Research in mice shows that a pharmacological strategy can alleviate multiple behavioral and cellular deficiencies in a mouse model of fragile X syndrome (FXS), the most common inherited form of intellectual disability and a major single-gene cause of autism spectrum disorders.
The results were published online last week by Neuropsychopharmacology, and were presented at the NFXF International Fragile X Conference in Cincinnati.
When the compound GSK6A was given to mice lacking the Fmr1 gene, an established animal model of fragile X syndrome, it relieved symptomatic behaviors, such as impaired social interactions and inflexible decision making, which can be displayed by humans with fragile X syndrome.
The findings indicate that treatment with GSK6A or a similar compound could be a viable strategy for addressing cognitive and behavioral problems in fragile X syndrome; this would need to be tested directly in clinical trials. GSK6A inhibits one particular form of a cellular signaling enzyme: the p110β form of PI3 (phosphoinositide-3) kinase. A closely related p110β inhibitor is already in clinical trials for cancer.
Video from the iBook “Basic Science Breakthroughs: Fragile X Syndrome”. Narration by Emory genetics chair Stephen Warren, whose team identified the gene responsible for fragile X.
“Our results suggest that p110β inhibitors can be repurposed for fragile X syndrome, and they have implications for other subtypes of autism spectrum disorders that are characterized by similar alterations of this pathway,” says Gary Bassell, PhD, professor and chair of cell biology at Emory University School of Medicine.
“Right now, no proven efficient treatments are available for fragile X syndrome that are targeted to the disease mechanism,” says Christina Gross, PhD, from Cincinnati Children’s. “We think that p110β is an appropriate target because it is directly regulated by FMRP, and it is overactivated in both mouse models and patient cell lines.”
The paper represents a collaboration between three laboratories: two at Emory led by Bassell and Shannon Gourley, PhD, and one at Cincinnati Children’s, led by Gross. Gourley is based at Yerkes National Primate Research Center; see this earlier item on her collaboration with Bassell here.
While the researchers are discussing clinical trials of p110β inhibitors in fragile X syndrome, they say that long-term studies in animals are needed to ensure that undesirable side effects do not appear. More here.
With respect to clinical trials, the fragile X community has been disappointed before. Based on encouraging studies in mouse models, drugs targeting mGluR5 glutamate receptors were tested in adolescents and adults. mGluR5 drugs did not show clear benefits; recent re-evaluation suggests the choice of outcome measures, the ages of study participants and drug tolerance may have played a role.

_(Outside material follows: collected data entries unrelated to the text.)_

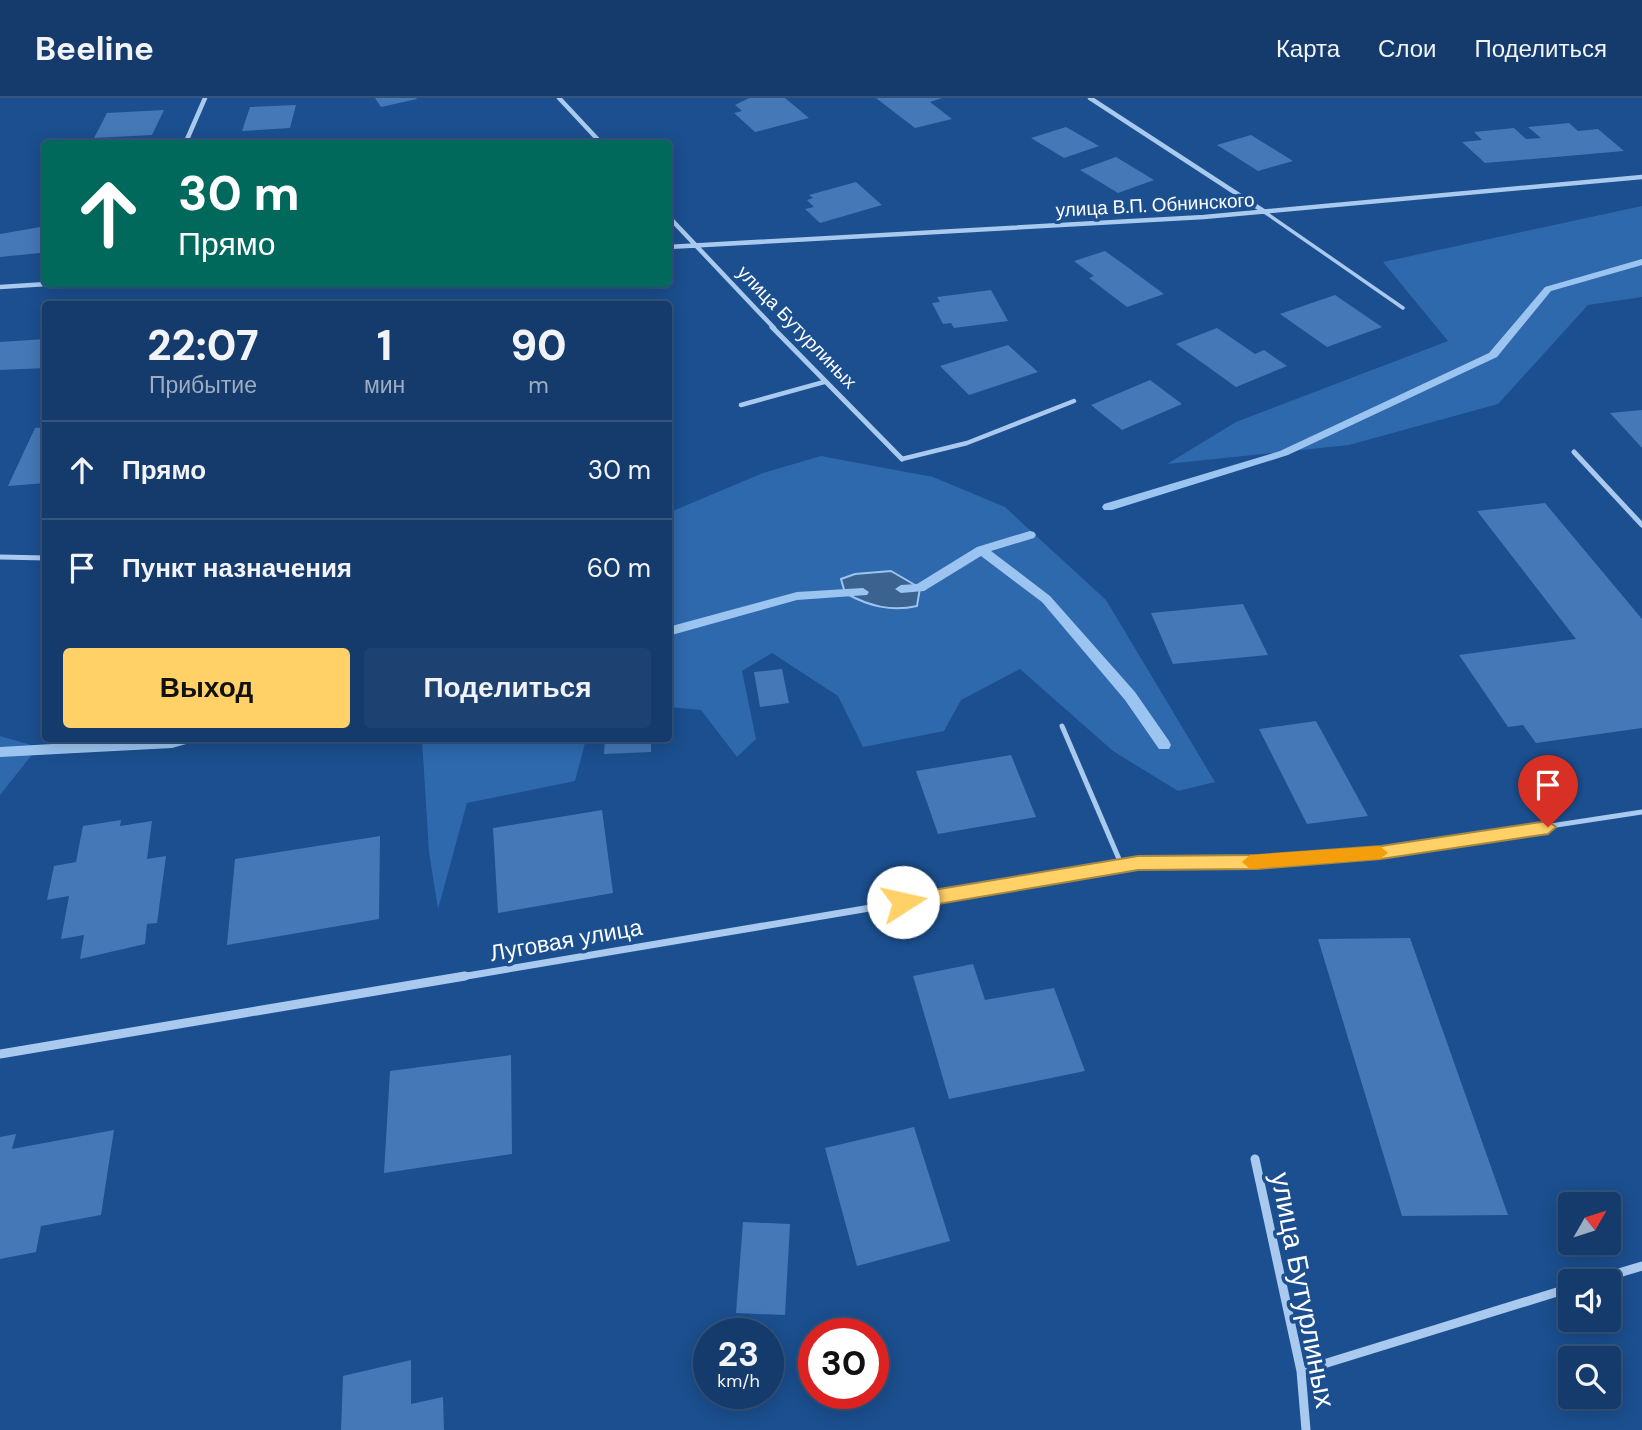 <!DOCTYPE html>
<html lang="ru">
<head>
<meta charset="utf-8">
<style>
  :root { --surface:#143b6b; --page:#1d4271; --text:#f1f3f6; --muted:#9dadc1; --line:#33557e; --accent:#ffd166 }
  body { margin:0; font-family:"DM Sans",sans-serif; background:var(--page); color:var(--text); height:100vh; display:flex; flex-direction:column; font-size:26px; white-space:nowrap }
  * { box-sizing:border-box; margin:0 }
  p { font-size:23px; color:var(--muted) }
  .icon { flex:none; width:38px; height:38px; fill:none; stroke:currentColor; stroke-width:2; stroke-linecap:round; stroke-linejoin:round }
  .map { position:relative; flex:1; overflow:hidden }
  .drawer { position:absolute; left:42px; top:203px; width:630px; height:441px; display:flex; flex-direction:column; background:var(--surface); border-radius:7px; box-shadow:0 4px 18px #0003,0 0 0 2px var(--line) }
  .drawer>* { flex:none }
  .top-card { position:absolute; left:42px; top:42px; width:630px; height:147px; border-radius:7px; box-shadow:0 4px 18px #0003,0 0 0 2px var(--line); background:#00695c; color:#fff; overflow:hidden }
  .needle { width:46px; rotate:51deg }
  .tools { position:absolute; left:1558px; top:1094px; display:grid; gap:14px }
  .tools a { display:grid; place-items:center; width:63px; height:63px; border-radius:7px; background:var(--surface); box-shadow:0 4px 18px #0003,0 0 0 2px var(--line); font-size:35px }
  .speed { position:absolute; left:693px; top:1220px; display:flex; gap:14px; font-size:35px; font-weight:700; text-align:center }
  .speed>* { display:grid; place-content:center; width:91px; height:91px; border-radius:50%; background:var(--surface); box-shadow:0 4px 18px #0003,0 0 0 2px var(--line); line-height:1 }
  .speed small { font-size:18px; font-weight:400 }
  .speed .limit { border:10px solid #d22; background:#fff; color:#111 }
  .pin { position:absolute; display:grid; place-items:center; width:60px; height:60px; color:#fff; margin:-72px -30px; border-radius:50% 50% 50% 0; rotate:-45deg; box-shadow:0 0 7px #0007 }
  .pin .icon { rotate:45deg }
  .me { position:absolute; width:77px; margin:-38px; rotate:80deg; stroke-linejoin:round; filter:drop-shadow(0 0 5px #0008) }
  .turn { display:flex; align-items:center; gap:24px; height:147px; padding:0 21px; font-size:32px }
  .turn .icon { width:91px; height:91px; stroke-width:2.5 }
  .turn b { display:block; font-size:49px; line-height:60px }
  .eta { display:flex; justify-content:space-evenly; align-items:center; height:119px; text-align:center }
  .eta b { font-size:42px; font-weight:800; line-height:49px }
  .button { display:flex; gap:14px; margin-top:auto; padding:14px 21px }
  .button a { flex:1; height:80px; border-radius:7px; background:var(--accent); color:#111; font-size:28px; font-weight:800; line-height:80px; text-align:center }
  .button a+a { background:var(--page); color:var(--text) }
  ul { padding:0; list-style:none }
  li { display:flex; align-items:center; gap:21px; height:98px; padding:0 21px; border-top:2px solid var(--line) }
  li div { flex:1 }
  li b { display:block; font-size:26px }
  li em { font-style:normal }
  header { display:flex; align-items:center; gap:42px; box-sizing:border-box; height:98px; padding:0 35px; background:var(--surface); border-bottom:2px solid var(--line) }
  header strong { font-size:33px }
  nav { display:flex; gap:38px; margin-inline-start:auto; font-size:24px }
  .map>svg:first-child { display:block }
</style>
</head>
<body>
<header>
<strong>Beeline</strong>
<nav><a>Карта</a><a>Слои</a><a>Поделиться</a></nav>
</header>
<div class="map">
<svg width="1642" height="1332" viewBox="0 0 1642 1332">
  <rect width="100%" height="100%" fill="#1b4f8f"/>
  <!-- green -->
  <path fill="#2e69ad" d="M1642 108V199L1588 207 1498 306 1349 347 1167 366 1236 324 1448 243 1383 164Z
    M821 358 933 379 1005 409 1106 502 1215 684 1178 693 1113 653 1020 571 961 602 944 633 863 649 838 598 772 555 742 573 756 641 737 659 701 612 669 609 668 415 763 375Z
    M0 638 38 649 0 697Z
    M422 641H586L575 683 467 705 438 811 429 754Z"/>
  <!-- water -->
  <path fill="#3c6290" stroke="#9cc4f0" stroke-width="2" d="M891 473 920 490 917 508C891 514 869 508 845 495L841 481 855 476Z"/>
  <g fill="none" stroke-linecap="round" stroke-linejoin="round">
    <!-- stream -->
    <path fill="#9cc4f0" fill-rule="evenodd" d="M1642 161V167L1551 193 1497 259 1288 357 1112 412H1104L1102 409 1104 406 1280 353 1489 255 1545 189Z
      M1030 433 1034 434 1036 437 1034 440 991 453 1050 498 1135 594 1169 643 1171 647 1169 651H1159L1125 602 1042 504 981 458 924 493 901 495 895 491 901 487 917 486 977 449Z
      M863 490 869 494 867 497 797 502 668 538V529L797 494Z
      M157 640H195L193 644 172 650 0 659V649Z"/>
  </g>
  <!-- building -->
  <path fill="#4478b7" d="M375 0H416L417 1 381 9Z
    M749 0H785L809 20 755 34 734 15 742 13 735 7Z
    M876 0H942L930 4 952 21 915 30Z
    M296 7 290 30 242 33 250 9Z
    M164 12 152 37 94 40 107 15Z
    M1569 25 1578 33 1598 31 1624 53 1485 65 1462 44 1482 42 1474 34 1514 30 1526 41 1541 40 1528 29Z
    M1066 29 1099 48 1064 60 1031 40Z
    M1251 37 1293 63 1258 73 1217 47Z
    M1116 59 1154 82 1118 95 1080 72Z
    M856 84 882 107 820 125 805 111 814 109 807 102 813 100 809 97Z
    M46 128 40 155 0 159V136Z
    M1105 153 1126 168 1164 196 1127 209 1089 180 1094 178 1074 163Z
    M991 192 1008 223 954 230 951 225 943 226 932 205 940 204 937 199Z
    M1335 197 1382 229 1327 249 1280 216Z
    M1217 230 1255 256 1264 252 1287 268 1236 289 1176 246Z
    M46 241V270L0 272V244Z
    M1008 247 1038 274 969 297 940 268Z
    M1150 282 1182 306 1122 332 1091 307Z
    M1642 312V350L1610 315Z
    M46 329V385L8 388 35 330Z
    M1545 405 1642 521V630L1536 645 1523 627 1508 629 1459 557 1576 541 1477 413Z
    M1243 506 1268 557 1173 566 1151 515Z
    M782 571 789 605 760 609 754 574Z
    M1316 623 1368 718 1307 726 1259 631Z
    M605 640H651V654L604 656Z
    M1011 657 1036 719 938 736 916 673Z
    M602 712 613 795 498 815 493 730Z
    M121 722 120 728 152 723 147 761 166 758 157 825 147 826 145 846 80 861 84 837 61 841 69 798 47 802 54 768 76 764 83 728Z
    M380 738 379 821 227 847 235 761Z
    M1410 840 1508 1117 1402 1118 1318 841Z
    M973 866 985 902 1054 890 1085 973 949 1001 913 878Z
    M511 957 512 1056 384 1075 390 973Z
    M914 1029 950 1143 857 1168 825 1050Z
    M114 1032 101 1117 41 1128 36 1154 0 1161V1039L16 1036 12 1051Z
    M743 1124 790 1126 785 1217 736 1215Z
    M411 1262V1306L443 1299 444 1332H341L343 1278Z"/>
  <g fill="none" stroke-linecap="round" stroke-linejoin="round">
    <!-- lane-far2 -->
    <path stroke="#a9c9ee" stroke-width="3.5" d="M1266 115 1403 210"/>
    <!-- lane-far1 -->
    <path stroke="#a9c9ee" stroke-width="4.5" d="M741 307 824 284
      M902 361 967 345 1074 303"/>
    <!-- lane -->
    <path stroke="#a9c9ee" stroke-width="5" d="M1062 628 1122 768
      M1137 765 1258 764 1381 754 1642 714"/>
    <!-- street-far3 -->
    <path stroke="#a9c9ee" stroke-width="4.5" d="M559 0 602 46
      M1090 0 1265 114
      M185 46 205 0
      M668 118 774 230
      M668 149 1204 119 1642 79
      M0 189 47 186"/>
    <!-- street-far2 -->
    <path stroke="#a9c9ee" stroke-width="5" d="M772 229 902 361
      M1574 354 1642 427
      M0 459 46 460"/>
    <!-- street-far1 -->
    <path stroke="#a9c9ee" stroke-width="7" d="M455 880 1137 765"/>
    <!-- street -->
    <path stroke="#a9c9ee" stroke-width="9" d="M0 956 465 878
      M1255 1061 1301 1273 1306 1332
      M1592 1183 1642 1168
      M1301 1273 1570 1190"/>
  </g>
  <!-- route -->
  <path fill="#ffd166" stroke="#a68842" stroke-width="2" d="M1548 723 1556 729 1548 736 1381 761 1258 771 1138 772 903 812 895 804 903 797 1138 758 1258 757 1381 748Z"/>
  <!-- slow -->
  <path fill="#f59e0b" d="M1380 748 1388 755 1380 761 1250 771 1242 764 1250 757Z"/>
  <g text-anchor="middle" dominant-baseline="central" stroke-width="7" stroke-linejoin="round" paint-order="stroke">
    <!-- far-street labels -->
    <g font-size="19" fill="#fff" stroke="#1b4f8f">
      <text transform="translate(1155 107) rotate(-3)">улица В.П. Обнинского</text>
      <text transform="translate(797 229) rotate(46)">улица Бутурлиных</text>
    </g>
    <!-- street labels -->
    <g font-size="23" fill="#fff" stroke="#1b4f8f">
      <text transform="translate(566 842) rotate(-10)">Луговая улица</text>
    </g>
    <!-- near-street labels -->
    <g font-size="28" fill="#fff" stroke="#1b4f8f">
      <text transform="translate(1303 1192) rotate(79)">улица Бутурлиных</text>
    </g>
  </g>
</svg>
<div class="tools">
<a><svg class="needle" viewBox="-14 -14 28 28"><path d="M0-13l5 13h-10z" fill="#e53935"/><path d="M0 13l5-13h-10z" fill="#9dadc1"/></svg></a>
<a><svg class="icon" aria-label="sound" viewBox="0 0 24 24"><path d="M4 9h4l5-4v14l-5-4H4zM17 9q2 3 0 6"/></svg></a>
<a><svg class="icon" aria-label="search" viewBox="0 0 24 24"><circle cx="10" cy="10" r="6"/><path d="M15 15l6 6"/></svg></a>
</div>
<div class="speed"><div>23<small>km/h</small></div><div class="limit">30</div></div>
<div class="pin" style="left:1548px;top:729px;background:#d93025"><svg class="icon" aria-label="arrive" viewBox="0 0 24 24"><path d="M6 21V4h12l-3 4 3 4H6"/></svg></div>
<svg class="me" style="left:903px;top:804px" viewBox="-20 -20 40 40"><circle r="19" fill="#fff"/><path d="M0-13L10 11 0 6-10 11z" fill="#ffd166"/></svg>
<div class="top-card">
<div class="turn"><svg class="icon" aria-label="ahead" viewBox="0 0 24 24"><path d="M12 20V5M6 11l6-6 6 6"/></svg><div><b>30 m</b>Прямо</div></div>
</div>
<section class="drawer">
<div class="eta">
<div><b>22:07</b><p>Прибытие</p></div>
<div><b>1</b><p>мин</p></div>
<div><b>90</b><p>m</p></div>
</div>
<ul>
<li><svg class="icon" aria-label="ahead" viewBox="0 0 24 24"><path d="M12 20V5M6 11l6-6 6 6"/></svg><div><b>Прямо</b></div><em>30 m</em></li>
<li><svg class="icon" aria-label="arrive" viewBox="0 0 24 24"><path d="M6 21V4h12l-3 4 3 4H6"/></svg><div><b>Пункт назначения</b></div><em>60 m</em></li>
</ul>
<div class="button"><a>Выход</a><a>Поделиться</a></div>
</section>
</div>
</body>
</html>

Warren played a major role in developing the mGluR5 approach and Emory investigators were part of those studies. More recently, clinical trials for one of the mGluR5 medications were revived in younger children and Emory is a participating site. Also, see this 2016 discussion in Spectrum with Elizabeth Berry-Kravis on the fragile X mouse model; Bassell, Gross and Gourley have made some inroads on the limitations Berry-Kravis describes.